## Loading Libraries

In [20]:
import pandas as pd
import numpy as np
import re
import nltk
from nltk.corpus import stopwords
from sklearn.feature_extraction.text import CountVectorizer
from sklearn.linear_model import LogisticRegression
from sklearn.preprocessing import LabelEncoder
from sklearn.metrics import accuracy_score, precision_score, recall_score, f1_score, classification_report
from sklearn.model_selection import train_test_split
from sklearn.feature_extraction.text import TfidfVectorizer
from wordcloud import WordCloud
from PIL import Image

## Loading Datasets

In [21]:

# Load the dataframe
train_data = pd.read_csv('data/train.csv')
test_data = pd.read_csv('data/test.csv')

## Cleaning The Dataset

In [22]:
# Fill missing values in 'TEXT' column with a placeholder
placeholder = "THE"  # Define your placeholder
train_data['TEXT'].fillna(placeholder, inplace=True)
test_data['TEXT'].fillna(placeholder, inplace=True)

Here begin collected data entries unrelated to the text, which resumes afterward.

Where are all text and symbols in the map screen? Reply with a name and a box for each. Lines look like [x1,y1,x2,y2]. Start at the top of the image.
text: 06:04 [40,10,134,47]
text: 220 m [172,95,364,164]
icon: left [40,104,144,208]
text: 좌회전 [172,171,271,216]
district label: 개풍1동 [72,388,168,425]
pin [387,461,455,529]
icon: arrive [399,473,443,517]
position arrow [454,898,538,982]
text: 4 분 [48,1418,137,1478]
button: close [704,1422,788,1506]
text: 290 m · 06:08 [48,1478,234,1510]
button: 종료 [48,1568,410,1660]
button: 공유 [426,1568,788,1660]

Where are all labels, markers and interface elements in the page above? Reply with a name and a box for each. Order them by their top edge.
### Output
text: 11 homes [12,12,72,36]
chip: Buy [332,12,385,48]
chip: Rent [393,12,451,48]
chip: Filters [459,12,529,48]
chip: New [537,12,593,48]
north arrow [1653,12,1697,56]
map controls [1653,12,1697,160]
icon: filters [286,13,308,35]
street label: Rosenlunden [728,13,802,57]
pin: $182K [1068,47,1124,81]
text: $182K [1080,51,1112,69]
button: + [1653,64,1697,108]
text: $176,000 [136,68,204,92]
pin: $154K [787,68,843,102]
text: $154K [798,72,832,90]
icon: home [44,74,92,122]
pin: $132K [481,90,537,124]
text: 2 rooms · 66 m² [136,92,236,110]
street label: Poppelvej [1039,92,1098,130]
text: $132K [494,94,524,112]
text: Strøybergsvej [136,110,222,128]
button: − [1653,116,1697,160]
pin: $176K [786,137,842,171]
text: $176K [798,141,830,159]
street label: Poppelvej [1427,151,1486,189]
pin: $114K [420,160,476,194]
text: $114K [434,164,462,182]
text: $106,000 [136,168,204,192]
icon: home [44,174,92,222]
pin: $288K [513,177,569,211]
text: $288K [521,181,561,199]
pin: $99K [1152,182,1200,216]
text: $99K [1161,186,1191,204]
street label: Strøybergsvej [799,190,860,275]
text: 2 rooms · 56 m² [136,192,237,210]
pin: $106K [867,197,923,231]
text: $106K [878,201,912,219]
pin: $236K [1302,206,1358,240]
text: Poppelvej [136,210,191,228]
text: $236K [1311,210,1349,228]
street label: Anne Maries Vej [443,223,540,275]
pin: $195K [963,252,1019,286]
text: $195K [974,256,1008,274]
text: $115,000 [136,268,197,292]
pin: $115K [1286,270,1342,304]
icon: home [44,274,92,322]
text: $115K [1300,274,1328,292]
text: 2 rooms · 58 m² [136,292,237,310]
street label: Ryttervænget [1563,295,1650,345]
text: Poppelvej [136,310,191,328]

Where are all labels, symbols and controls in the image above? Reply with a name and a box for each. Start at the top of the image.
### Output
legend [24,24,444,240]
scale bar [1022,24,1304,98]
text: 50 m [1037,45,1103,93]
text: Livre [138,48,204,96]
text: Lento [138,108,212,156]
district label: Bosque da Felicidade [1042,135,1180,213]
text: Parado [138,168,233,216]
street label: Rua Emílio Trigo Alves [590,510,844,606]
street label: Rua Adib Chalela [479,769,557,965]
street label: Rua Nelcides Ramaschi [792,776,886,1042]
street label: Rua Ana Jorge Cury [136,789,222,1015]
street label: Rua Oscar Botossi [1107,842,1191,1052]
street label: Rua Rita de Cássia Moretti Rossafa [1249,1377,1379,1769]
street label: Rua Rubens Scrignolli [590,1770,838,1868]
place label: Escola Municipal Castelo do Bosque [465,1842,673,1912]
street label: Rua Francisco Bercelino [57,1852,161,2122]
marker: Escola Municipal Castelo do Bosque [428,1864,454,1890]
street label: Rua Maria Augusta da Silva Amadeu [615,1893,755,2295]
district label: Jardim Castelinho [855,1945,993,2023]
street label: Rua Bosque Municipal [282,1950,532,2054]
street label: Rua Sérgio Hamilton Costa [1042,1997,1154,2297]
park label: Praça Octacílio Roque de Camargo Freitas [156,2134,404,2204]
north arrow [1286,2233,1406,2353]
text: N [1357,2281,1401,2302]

# Function to clean and preprocess the text
def clean_text(text):
    # Placeholder example for cleaning, add your own process
    text = re.sub(r'[^a-zA-Z]', ' ', text.lower())
    text = re.sub(r'<[^>]*>', ' ', text)
    tokens = nltk.word_tokenize(text)
    stop_words = set(stopwords.words('english'))
    cleaned_text = ' '.join([word for word in tokens if word not in stop_words])
    return cleaned_text

# Apply the cleaning function to the 'TEXT' column
train_data['CLEAN_TEXT'] = train_data['TEXT'].apply(clean_text)
test_data['CLEAN_TEXT'] = test_data['TEXT'].apply(clean_text)


The behavior will change in pandas 3.0. This inplace method will never work because the intermediate object on which we are setting values always behaves as a copy.

For example, when doing 'df[col].method(value, inplace=True)', try using 'df.method({col: value}, inplace=True)' or df[col] = df[col].method(value) instead, to perform the operation inplace on the original object.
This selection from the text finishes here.